Il DPR 120/17, di riordino e semplificazione della disciplina di gestione delle terre e rocce di scavo, entrato in vigore il 22 agosto 2017,  modifica ancora una volta le modalità tecnico-amministrative per la gestione di questi materiali. Alcune delle disposizioni precedentemente vigenti sono state consolidate mentre altre hanno subito rilevanti modifiche che si ripercuotono su chi si trova a gestire questi materiali.

Secondo le disposizioni della Comunità Europea tutte le Terre e Rocce di Scavo sono da qualificarsi in via generale  come rifiuti e quindi da assoggettare a tutte le relative norme comprensive delle conseguenze sanzionatore e penali derivanti dal mancato rispetto dei complessi adempimenti previsti per i rifiuti. La possibilità di gestire tali materiali in deroga alla normativa sui rifiuti esiste ma richiede il rispetto di precise regole, appunto quelle dettate dal DPR 120/17.

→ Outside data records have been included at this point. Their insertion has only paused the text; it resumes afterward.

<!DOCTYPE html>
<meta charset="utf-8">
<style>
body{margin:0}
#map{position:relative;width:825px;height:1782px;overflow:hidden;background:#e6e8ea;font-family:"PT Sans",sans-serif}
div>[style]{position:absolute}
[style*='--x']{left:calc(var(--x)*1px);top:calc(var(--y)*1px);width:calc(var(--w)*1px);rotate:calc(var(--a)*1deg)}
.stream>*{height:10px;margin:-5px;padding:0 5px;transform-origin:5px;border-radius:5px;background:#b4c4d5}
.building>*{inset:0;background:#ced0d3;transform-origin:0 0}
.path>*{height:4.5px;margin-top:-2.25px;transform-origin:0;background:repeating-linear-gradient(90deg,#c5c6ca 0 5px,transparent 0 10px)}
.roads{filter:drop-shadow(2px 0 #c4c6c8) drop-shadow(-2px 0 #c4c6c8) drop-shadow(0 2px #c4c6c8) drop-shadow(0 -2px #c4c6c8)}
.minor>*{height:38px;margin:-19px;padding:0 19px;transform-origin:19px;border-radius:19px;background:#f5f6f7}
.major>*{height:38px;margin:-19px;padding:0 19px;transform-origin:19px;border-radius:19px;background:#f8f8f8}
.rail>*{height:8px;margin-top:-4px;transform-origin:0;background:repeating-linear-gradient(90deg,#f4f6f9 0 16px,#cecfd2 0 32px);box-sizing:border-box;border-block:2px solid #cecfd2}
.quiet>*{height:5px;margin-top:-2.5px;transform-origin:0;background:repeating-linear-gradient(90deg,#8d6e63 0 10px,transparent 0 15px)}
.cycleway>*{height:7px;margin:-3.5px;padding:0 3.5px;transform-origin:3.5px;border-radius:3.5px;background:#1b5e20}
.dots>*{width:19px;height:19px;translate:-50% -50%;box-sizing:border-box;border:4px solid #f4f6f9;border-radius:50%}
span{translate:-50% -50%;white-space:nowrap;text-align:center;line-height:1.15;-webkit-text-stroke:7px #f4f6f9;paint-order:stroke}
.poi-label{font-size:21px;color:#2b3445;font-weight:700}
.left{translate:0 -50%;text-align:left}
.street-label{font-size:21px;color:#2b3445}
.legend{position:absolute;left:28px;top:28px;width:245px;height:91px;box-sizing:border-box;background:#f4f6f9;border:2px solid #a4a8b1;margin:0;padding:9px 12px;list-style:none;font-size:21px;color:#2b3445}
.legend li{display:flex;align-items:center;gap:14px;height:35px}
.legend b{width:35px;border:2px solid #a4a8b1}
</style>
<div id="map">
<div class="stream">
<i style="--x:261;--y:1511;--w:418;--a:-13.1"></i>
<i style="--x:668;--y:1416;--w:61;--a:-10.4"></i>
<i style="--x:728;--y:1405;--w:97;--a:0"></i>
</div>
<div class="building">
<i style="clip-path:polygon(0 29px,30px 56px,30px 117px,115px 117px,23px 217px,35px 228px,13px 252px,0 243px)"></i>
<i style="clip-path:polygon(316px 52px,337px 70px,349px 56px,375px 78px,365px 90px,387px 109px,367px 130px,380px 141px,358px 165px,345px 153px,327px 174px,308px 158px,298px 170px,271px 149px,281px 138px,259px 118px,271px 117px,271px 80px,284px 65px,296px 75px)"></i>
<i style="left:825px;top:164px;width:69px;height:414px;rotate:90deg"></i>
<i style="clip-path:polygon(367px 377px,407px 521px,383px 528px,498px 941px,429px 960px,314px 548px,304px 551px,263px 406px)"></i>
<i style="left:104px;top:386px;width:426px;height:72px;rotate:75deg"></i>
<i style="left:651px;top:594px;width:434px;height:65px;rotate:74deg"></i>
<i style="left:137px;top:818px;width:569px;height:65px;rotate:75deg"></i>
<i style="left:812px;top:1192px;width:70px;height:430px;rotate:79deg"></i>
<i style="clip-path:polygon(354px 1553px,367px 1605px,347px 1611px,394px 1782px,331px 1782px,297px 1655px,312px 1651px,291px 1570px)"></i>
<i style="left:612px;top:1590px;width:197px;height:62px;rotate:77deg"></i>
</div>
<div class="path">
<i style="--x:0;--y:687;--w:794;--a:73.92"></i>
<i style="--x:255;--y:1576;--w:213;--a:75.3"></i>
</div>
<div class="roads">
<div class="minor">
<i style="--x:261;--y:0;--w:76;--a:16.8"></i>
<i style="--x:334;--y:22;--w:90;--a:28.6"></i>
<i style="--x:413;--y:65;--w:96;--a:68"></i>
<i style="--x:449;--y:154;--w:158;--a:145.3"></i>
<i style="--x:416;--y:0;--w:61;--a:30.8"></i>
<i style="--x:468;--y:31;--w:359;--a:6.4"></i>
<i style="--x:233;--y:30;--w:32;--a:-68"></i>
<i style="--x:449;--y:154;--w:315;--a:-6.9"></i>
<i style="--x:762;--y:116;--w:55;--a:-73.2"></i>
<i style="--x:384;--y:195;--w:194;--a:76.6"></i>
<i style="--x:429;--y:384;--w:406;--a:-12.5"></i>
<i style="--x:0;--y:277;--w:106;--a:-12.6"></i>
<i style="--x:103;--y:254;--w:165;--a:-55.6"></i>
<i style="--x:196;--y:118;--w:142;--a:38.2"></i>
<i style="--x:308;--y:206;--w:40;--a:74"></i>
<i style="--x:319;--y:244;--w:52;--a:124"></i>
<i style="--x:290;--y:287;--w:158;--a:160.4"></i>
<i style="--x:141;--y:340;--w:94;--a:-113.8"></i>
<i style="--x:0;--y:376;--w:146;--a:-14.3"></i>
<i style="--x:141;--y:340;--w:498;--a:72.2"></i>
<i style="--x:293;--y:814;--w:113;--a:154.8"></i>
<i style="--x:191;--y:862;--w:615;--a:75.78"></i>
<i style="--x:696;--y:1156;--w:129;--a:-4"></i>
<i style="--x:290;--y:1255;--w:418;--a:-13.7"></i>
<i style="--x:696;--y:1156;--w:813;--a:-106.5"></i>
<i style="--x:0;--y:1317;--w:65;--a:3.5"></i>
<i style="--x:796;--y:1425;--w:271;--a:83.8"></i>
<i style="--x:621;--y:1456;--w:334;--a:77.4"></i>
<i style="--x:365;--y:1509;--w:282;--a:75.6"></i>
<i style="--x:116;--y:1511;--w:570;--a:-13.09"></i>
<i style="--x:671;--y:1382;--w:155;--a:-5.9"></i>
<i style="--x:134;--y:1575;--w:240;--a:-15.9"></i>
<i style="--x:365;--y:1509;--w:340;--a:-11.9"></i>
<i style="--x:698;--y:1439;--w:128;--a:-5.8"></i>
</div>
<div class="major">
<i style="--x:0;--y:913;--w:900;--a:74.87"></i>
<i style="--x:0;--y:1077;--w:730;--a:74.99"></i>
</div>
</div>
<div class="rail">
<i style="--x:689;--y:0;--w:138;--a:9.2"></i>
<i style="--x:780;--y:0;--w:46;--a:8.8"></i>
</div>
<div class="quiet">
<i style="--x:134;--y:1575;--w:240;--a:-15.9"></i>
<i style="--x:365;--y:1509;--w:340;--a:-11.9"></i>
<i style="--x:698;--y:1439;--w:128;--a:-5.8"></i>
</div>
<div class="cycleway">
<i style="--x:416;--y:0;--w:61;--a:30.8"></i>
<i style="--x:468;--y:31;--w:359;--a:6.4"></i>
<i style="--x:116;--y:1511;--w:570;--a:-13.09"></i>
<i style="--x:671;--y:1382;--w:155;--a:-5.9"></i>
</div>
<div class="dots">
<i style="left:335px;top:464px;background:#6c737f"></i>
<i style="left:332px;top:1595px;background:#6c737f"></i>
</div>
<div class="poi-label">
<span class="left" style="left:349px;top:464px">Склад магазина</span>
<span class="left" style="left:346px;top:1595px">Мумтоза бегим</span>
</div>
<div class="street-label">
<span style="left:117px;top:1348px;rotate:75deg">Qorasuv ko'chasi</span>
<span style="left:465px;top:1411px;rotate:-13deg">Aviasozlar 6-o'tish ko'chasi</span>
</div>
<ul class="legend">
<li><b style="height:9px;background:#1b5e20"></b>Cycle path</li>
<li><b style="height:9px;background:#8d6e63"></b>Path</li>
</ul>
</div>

Quindi chiunque si trovi a gestire Terre e Rocce di Scavo, indipendentemente dalla qualifica professionale e dalle competenze, giocoforza è chiamato:  a sostenere i costi per gestirli come rifiuti, oppure a seguire con scrupolo quanto richiesto dal DPR 120/17 ricordando che eventuali difformità, (anche solo formali) rispetto a quanto disposto dal suddetto decreto, possono far ricadere nuovamente tutto il materiale nell’ambito di competenza della normativa sui rifiuti, rischiando anche conseguenze di carattere penale derivanti dalla gestione non conforme.

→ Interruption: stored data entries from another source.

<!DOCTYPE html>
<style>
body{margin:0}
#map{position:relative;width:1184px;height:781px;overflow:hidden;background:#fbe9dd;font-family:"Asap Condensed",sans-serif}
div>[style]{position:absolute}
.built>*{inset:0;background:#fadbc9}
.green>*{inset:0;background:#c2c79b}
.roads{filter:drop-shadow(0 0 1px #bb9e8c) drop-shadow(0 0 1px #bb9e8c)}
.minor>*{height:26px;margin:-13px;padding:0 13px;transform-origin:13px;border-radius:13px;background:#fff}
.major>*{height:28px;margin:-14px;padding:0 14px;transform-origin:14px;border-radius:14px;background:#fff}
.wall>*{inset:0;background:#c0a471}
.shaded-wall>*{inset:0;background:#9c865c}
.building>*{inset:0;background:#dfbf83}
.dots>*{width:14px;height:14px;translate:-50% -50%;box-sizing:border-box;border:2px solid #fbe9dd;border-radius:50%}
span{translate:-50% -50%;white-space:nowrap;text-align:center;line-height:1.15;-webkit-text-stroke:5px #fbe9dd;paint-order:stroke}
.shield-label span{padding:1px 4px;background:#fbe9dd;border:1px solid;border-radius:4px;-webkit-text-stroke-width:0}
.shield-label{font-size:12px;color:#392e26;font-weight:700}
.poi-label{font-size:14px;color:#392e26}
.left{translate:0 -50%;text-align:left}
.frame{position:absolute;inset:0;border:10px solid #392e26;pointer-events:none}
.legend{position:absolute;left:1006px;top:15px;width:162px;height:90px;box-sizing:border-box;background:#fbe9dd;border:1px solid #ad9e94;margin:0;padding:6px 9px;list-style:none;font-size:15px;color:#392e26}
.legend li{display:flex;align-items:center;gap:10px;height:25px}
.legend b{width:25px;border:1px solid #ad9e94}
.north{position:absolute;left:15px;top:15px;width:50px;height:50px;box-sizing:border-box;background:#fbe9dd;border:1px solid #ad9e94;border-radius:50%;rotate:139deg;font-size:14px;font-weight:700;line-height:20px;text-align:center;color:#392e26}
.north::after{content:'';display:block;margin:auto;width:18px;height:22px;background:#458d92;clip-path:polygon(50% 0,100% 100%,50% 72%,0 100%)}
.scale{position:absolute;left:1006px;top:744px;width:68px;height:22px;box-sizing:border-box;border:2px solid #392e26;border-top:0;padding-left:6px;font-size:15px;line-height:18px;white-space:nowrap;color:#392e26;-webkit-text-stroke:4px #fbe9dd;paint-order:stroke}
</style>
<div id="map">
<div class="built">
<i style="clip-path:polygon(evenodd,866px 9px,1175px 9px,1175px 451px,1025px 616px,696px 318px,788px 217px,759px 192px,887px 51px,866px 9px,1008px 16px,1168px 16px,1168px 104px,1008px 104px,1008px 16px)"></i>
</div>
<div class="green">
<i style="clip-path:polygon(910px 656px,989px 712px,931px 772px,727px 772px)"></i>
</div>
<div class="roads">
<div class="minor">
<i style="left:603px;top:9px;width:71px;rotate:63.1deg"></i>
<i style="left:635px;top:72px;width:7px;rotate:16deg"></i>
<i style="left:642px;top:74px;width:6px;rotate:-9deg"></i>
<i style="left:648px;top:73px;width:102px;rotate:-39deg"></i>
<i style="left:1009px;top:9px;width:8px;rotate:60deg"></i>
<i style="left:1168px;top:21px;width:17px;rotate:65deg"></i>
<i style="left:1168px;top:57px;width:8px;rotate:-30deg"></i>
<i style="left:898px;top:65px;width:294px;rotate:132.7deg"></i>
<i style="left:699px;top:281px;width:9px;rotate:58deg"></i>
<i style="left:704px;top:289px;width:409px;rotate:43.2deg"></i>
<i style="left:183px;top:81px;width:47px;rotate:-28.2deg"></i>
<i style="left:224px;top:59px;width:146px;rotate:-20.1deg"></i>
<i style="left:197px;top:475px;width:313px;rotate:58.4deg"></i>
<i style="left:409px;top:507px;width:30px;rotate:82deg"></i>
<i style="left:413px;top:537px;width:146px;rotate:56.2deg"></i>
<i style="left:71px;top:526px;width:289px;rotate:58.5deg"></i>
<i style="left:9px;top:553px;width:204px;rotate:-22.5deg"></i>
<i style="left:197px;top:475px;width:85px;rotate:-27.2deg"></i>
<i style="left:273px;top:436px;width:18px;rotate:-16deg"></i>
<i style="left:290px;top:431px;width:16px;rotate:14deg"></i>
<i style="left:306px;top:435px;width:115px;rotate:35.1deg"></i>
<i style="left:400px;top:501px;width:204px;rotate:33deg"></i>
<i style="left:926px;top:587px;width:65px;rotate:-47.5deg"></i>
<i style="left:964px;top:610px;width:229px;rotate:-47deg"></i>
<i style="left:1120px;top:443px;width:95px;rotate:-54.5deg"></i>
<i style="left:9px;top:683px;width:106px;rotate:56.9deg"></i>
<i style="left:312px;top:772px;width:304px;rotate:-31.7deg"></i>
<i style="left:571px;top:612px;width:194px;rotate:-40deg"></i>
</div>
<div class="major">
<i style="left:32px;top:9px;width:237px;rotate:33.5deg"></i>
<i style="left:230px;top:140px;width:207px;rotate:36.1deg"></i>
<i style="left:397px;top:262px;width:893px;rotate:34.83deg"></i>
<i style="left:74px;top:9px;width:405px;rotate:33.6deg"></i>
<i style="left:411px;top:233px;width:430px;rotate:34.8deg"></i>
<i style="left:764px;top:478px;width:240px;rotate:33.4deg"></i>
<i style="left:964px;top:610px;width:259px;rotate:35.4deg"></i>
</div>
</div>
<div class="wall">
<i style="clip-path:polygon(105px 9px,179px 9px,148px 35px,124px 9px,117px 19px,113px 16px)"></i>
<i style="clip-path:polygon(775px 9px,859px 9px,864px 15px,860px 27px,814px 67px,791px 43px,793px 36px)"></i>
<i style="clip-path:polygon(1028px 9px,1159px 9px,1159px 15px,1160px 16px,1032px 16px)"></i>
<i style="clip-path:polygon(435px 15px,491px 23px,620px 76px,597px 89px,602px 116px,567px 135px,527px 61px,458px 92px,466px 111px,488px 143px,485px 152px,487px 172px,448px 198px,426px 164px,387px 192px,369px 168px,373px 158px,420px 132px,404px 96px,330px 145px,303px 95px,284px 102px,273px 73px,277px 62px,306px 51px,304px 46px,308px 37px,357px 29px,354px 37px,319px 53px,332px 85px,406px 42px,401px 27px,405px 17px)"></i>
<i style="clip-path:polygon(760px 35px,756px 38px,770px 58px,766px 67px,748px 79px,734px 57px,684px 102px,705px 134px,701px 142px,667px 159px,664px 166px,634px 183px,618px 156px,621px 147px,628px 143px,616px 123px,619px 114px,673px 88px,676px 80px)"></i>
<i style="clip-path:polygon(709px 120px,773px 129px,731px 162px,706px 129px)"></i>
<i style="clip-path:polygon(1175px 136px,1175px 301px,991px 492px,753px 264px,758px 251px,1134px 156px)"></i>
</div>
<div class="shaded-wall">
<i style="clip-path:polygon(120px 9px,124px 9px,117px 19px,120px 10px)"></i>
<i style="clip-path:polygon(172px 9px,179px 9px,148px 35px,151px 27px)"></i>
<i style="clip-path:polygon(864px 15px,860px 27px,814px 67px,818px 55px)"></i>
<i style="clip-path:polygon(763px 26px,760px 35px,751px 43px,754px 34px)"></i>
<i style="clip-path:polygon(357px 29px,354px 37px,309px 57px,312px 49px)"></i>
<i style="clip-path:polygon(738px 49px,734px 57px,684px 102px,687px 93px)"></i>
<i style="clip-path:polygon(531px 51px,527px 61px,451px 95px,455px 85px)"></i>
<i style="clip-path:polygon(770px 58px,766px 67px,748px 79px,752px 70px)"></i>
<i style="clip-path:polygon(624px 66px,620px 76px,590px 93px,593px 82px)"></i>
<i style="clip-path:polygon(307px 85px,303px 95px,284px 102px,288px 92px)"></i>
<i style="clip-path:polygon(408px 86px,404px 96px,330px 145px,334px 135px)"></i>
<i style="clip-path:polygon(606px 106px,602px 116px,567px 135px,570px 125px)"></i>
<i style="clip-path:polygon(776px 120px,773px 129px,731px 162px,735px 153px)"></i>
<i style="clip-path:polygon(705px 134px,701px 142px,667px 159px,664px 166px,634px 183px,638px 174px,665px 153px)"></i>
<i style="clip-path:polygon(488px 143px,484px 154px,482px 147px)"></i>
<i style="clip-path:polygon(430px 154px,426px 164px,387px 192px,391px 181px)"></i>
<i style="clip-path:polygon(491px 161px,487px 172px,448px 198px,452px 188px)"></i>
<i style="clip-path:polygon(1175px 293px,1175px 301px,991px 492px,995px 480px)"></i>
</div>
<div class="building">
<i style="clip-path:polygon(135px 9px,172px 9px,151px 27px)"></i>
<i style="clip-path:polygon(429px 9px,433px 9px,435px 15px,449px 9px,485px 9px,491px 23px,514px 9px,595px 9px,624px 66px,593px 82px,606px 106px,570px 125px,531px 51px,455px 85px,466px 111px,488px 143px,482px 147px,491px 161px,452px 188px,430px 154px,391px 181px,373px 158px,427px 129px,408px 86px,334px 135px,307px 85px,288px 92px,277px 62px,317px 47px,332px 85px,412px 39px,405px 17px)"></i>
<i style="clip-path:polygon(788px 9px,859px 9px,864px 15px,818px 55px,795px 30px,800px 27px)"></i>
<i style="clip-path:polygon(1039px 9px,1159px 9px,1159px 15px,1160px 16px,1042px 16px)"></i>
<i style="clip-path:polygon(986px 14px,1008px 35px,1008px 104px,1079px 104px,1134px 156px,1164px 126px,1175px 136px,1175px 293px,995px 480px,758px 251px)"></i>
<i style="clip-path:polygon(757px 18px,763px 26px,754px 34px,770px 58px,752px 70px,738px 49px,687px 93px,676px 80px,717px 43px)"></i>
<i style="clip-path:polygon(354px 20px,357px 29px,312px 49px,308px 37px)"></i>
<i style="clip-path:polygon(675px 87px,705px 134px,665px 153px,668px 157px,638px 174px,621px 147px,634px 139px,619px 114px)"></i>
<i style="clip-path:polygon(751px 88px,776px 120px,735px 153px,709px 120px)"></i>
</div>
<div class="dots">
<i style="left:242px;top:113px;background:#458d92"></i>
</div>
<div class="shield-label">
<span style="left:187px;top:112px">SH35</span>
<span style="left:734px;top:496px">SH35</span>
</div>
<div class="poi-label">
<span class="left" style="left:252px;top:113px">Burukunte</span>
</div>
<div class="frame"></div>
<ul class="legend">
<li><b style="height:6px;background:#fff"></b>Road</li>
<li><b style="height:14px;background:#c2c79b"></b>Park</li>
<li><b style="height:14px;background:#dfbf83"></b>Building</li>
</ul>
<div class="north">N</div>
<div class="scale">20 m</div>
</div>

Purtroppo il DPR 120/17, non prevede un atto di formale approvazione delle modalità di gestione delle Terre e Rocce di Scavo stabilite dal soggetto interessato, per cui eventuali difformità ai disposti normativi rischiano di emergere solamente in fase di controllo. Inoltre non risulta sempre agevole orientarsi nelle disposizioni del Decreto ed identificare con certezza gli adempimenti da dover seguire in tutte le possibili situazioni che possono essere incotrate.